(Data entries)
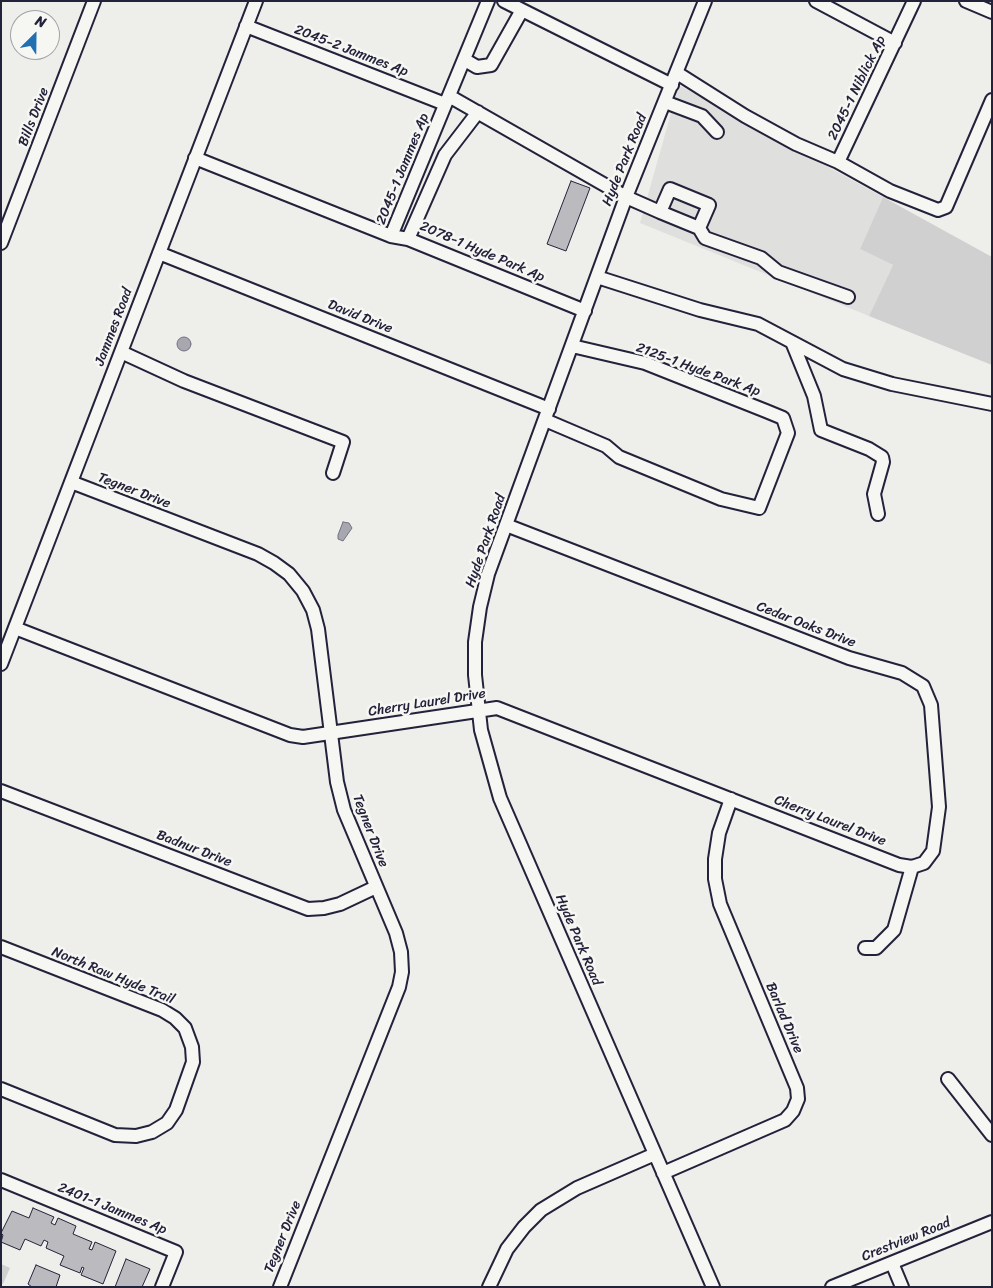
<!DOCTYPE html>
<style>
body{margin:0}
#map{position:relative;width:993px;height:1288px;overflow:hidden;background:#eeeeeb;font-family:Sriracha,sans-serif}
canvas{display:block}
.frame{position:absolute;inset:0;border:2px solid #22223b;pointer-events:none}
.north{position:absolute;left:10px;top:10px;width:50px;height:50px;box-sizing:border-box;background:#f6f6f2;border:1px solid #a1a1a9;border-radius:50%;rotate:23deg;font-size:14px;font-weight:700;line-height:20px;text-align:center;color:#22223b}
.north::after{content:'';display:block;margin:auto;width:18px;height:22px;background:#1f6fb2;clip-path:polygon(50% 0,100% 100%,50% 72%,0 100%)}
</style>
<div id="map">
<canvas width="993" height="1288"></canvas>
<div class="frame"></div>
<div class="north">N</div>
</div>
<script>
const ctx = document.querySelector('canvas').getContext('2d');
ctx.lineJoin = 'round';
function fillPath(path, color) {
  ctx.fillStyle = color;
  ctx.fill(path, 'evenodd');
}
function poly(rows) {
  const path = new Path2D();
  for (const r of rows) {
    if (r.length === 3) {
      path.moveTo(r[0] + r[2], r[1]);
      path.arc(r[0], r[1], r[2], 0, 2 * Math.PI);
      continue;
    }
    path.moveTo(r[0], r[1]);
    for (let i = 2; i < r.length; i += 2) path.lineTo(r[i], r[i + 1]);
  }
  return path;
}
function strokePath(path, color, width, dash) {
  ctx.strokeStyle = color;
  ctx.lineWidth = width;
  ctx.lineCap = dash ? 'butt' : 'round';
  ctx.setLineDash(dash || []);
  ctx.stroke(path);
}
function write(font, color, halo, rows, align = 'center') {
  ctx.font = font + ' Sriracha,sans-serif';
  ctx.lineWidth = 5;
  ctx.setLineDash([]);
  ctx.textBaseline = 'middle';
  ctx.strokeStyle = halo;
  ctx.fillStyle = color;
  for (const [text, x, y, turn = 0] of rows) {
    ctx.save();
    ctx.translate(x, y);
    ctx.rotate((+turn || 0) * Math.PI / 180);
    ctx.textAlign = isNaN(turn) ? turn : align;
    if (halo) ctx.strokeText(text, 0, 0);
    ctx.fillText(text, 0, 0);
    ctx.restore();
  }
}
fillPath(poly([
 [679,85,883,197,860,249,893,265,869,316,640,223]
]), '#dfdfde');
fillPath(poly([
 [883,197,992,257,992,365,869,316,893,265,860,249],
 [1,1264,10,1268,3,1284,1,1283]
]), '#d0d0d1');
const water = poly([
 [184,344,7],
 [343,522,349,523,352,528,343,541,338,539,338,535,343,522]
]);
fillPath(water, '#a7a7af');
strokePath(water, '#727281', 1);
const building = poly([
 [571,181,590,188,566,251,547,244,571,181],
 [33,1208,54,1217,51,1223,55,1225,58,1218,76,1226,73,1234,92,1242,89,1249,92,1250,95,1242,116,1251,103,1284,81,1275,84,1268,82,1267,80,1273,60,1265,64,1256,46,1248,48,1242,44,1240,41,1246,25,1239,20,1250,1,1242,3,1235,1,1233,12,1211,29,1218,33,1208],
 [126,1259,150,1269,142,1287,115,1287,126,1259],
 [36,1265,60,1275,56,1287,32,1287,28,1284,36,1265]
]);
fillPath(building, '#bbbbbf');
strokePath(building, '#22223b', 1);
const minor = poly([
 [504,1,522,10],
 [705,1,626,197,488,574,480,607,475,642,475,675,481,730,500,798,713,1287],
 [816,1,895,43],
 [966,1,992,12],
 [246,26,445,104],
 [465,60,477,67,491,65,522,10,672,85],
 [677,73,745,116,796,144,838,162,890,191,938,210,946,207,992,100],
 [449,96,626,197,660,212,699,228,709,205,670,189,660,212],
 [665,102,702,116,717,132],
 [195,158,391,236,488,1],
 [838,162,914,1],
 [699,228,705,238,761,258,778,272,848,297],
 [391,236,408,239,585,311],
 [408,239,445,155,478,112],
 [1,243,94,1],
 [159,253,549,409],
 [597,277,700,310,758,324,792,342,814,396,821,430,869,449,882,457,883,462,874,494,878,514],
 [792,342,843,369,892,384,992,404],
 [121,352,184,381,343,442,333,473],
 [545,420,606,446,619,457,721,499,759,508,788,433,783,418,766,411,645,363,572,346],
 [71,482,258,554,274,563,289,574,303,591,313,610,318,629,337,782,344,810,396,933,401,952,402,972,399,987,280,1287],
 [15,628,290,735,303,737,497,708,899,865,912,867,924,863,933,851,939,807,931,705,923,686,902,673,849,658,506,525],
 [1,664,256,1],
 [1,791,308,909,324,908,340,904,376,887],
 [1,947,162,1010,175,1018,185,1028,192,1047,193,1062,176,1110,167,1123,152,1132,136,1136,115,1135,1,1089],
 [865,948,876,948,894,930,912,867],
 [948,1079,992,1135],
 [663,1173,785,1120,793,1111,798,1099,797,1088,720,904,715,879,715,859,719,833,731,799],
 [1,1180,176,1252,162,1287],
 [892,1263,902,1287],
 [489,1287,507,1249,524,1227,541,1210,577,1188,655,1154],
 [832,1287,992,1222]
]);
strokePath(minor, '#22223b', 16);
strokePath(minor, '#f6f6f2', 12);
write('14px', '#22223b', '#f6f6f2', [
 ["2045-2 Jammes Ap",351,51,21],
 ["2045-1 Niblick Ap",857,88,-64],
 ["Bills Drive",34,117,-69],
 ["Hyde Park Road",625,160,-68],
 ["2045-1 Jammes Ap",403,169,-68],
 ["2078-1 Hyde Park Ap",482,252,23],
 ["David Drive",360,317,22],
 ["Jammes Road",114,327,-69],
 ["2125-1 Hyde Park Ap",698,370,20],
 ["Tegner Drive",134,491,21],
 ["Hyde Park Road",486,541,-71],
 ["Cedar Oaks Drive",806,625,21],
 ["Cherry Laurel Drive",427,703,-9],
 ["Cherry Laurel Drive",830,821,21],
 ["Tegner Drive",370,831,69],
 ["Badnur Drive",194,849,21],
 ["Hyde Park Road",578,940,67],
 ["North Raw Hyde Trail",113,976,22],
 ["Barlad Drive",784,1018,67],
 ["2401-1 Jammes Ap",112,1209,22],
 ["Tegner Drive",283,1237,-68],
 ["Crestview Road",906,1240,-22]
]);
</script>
...
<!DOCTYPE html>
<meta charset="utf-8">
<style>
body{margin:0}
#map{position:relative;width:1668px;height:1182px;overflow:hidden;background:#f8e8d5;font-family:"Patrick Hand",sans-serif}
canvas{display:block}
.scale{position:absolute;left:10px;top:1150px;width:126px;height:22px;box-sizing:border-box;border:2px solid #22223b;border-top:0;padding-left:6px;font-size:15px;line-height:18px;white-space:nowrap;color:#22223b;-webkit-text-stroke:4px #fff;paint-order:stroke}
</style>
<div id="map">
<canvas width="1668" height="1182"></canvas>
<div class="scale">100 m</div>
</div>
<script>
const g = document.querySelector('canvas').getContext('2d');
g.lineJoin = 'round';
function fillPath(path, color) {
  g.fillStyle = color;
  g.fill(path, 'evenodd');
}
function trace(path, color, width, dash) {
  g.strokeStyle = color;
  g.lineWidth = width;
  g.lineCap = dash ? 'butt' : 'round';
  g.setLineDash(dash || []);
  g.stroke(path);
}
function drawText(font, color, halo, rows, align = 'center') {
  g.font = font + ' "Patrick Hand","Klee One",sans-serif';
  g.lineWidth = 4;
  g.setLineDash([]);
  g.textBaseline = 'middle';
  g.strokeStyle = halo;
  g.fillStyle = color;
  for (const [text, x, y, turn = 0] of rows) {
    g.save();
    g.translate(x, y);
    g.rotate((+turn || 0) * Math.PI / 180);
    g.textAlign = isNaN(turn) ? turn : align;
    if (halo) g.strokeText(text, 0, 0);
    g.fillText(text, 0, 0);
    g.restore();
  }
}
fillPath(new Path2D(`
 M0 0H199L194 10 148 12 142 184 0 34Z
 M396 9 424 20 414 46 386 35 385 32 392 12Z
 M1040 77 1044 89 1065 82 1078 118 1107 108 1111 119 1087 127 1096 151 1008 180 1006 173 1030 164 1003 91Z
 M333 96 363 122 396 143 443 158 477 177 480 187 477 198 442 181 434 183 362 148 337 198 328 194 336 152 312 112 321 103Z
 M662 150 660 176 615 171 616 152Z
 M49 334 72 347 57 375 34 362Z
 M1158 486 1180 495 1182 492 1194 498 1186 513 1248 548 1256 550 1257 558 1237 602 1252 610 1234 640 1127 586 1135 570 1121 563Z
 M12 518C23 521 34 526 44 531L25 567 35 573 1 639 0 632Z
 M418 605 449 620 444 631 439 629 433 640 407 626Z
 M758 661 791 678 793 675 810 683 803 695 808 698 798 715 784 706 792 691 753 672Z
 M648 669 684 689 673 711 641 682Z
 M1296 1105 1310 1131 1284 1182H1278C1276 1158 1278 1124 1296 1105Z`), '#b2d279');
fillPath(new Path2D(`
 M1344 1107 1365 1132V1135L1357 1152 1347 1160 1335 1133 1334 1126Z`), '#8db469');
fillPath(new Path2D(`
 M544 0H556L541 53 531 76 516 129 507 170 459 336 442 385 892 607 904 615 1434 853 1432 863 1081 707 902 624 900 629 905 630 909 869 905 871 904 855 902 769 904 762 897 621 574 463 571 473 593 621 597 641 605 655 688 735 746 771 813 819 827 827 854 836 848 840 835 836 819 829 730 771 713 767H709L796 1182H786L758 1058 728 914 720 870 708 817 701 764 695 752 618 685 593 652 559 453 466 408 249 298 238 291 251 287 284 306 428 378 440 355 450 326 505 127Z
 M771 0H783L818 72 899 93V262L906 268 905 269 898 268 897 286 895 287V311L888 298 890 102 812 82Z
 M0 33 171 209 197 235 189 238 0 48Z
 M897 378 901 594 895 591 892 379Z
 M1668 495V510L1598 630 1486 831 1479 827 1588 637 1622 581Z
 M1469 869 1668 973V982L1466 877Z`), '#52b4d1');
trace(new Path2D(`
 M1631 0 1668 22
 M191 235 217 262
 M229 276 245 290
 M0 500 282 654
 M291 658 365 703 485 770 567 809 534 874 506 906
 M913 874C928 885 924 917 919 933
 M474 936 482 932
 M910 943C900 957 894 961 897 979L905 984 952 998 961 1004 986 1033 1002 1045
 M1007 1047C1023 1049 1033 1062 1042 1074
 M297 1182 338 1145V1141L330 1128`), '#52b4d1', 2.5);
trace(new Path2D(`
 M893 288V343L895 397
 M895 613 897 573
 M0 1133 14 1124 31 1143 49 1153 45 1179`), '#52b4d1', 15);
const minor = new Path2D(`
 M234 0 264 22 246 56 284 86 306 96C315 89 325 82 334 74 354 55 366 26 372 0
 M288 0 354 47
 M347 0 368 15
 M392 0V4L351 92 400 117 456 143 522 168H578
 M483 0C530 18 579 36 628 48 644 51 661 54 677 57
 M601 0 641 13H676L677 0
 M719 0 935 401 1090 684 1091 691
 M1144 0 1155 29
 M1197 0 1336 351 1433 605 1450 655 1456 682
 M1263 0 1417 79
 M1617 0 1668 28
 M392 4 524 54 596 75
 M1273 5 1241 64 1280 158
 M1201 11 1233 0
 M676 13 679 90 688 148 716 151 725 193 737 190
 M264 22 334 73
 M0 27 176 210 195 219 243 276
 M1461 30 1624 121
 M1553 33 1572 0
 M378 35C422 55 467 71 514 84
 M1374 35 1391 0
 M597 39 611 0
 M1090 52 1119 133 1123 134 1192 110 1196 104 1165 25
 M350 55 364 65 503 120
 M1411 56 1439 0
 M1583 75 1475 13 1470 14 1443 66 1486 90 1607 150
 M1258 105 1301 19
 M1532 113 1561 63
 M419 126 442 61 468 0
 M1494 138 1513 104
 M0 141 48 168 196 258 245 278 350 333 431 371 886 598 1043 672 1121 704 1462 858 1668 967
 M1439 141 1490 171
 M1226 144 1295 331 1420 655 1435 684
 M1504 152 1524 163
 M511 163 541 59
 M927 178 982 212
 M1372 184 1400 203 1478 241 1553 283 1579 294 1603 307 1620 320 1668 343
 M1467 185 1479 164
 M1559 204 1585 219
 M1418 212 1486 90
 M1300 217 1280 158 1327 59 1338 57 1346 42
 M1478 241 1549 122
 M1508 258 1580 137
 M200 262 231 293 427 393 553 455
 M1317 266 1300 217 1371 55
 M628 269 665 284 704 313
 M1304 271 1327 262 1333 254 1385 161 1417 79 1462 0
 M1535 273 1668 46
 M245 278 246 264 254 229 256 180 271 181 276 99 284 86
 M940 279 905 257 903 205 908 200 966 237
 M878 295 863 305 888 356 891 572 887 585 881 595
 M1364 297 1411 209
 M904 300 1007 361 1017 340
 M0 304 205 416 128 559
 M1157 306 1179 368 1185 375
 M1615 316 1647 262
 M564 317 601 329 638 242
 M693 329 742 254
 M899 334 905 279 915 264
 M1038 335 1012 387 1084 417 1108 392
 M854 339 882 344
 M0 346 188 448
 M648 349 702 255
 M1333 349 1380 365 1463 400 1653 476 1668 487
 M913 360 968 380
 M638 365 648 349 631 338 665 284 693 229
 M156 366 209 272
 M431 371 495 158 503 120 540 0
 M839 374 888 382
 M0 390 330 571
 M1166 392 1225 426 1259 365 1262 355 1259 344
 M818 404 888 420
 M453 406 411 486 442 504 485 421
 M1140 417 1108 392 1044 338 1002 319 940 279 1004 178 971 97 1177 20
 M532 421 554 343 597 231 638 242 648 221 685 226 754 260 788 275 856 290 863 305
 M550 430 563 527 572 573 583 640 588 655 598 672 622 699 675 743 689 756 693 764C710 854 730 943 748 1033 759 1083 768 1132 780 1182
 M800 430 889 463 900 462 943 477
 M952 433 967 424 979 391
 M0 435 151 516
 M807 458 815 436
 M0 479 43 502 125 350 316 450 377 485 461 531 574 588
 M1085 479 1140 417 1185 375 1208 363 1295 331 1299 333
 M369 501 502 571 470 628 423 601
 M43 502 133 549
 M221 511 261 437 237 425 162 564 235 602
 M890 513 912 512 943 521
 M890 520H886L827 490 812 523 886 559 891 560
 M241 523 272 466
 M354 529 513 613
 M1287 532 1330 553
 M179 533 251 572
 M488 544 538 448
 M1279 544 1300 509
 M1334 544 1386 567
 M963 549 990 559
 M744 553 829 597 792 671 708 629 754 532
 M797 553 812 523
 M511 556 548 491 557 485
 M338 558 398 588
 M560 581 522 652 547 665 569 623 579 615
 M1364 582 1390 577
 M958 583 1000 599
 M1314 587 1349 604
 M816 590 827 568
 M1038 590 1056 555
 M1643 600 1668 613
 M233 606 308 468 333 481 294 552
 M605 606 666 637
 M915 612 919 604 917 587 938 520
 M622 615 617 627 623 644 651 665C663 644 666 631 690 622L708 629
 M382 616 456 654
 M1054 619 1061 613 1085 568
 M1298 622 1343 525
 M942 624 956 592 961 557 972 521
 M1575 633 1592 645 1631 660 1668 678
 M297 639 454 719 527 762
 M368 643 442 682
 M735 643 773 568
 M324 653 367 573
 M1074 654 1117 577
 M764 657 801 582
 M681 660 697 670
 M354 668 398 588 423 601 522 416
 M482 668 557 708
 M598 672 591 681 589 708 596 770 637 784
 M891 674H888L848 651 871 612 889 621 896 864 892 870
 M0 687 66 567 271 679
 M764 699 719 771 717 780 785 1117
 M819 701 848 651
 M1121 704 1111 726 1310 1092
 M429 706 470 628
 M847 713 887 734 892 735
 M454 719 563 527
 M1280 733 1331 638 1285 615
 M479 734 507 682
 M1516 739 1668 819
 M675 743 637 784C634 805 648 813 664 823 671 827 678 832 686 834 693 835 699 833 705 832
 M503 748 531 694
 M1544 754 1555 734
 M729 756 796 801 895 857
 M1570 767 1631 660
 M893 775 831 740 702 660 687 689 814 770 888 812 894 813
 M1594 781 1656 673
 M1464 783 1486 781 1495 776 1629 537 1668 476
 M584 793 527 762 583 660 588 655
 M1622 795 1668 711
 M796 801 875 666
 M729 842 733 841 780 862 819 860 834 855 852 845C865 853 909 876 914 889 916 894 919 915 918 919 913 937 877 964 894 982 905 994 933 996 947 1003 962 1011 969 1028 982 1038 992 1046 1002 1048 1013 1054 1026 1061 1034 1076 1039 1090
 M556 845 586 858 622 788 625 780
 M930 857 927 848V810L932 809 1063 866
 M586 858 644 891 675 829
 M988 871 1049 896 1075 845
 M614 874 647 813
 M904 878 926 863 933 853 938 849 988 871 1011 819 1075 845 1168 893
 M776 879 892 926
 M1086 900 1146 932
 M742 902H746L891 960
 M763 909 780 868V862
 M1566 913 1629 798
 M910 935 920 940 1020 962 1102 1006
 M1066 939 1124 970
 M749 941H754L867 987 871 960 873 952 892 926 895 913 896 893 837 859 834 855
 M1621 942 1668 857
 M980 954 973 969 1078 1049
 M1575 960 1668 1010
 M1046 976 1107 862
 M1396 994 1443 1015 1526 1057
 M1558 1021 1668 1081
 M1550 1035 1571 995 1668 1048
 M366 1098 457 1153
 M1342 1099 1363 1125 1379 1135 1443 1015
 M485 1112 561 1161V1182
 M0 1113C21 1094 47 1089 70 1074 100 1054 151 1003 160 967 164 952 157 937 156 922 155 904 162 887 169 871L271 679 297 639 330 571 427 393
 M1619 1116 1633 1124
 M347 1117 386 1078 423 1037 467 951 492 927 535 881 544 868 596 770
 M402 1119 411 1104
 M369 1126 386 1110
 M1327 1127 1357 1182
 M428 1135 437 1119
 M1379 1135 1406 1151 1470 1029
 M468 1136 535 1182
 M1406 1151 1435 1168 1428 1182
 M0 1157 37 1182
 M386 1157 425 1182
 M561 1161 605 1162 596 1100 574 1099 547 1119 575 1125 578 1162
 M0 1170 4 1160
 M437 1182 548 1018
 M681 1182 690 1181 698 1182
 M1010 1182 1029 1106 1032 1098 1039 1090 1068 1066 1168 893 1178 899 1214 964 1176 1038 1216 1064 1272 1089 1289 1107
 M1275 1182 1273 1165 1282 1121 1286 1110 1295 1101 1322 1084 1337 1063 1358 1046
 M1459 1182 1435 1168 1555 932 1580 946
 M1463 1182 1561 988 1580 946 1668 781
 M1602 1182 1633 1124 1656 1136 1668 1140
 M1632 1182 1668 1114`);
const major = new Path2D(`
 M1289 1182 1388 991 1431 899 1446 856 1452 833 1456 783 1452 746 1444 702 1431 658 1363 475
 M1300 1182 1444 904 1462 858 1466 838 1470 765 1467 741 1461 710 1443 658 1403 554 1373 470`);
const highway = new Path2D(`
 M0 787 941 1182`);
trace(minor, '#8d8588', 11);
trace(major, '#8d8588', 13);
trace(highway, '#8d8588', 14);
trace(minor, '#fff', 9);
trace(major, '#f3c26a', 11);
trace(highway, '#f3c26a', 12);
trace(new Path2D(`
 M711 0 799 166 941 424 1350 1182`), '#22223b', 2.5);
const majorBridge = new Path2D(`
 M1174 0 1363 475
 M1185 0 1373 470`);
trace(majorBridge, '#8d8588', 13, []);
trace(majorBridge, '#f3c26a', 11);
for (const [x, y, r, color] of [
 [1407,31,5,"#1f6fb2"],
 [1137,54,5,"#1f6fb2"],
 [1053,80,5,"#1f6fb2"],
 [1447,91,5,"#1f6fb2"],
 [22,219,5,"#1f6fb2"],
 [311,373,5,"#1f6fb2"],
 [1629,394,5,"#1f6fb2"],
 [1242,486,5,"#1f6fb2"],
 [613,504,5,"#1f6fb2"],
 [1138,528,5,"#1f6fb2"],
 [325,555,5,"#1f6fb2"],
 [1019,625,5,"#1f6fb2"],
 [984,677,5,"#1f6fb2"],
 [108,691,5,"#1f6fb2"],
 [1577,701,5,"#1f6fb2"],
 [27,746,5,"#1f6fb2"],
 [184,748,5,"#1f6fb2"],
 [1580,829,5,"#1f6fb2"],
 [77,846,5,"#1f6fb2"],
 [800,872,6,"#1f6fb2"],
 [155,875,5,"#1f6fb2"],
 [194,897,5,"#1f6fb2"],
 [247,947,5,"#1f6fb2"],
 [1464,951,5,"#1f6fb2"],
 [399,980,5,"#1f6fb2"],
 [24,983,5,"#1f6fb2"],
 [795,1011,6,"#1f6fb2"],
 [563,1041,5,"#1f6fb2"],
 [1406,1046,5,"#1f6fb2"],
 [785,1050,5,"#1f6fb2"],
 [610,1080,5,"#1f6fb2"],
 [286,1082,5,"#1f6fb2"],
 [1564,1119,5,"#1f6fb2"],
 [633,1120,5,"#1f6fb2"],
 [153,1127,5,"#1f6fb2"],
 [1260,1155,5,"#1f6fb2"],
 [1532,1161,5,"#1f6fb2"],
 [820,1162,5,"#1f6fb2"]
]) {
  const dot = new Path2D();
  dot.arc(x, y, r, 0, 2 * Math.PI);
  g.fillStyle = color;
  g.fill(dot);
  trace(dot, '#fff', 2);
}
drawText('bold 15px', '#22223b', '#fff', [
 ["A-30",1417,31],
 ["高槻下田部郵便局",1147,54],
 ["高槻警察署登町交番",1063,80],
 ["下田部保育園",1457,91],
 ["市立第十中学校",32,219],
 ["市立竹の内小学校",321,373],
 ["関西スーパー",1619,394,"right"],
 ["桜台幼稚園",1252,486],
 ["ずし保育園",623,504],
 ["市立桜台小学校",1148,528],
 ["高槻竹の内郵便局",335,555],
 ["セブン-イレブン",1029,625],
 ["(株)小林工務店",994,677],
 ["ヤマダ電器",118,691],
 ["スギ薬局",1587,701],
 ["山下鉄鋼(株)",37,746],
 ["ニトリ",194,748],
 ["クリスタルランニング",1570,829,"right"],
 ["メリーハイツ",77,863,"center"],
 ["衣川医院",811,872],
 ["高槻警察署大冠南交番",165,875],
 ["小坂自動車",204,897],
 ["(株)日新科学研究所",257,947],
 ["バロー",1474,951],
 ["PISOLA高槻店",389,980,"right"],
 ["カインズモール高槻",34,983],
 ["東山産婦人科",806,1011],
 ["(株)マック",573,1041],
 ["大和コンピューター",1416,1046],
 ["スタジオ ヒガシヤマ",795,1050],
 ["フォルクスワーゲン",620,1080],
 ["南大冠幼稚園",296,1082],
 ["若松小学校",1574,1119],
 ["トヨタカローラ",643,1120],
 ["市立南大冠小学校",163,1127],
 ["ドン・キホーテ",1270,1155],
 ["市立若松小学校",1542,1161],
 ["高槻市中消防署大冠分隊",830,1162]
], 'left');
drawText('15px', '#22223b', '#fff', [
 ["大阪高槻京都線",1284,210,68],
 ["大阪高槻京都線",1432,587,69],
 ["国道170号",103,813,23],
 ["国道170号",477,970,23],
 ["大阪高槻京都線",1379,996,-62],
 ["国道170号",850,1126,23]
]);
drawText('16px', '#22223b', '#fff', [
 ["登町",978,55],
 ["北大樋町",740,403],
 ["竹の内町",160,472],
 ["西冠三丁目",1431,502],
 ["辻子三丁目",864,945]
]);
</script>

ABOUT THIS TASK:
Wherever the string "scale" appears in a line of the records, copy that line.

THE ANSWER:
.scale{position:absolute;left:10px;top:1150px;width:126px;height:22px;box-sizing:border-box;border:2px solid #22223b;border-top:0;padding-left:6px;font-size:15px;line-height:18px;white-space:nowrap;color:#22223b;-webkit-text-stroke:4px #fff;paint-order:stroke}
<div class="scale">100 m</div>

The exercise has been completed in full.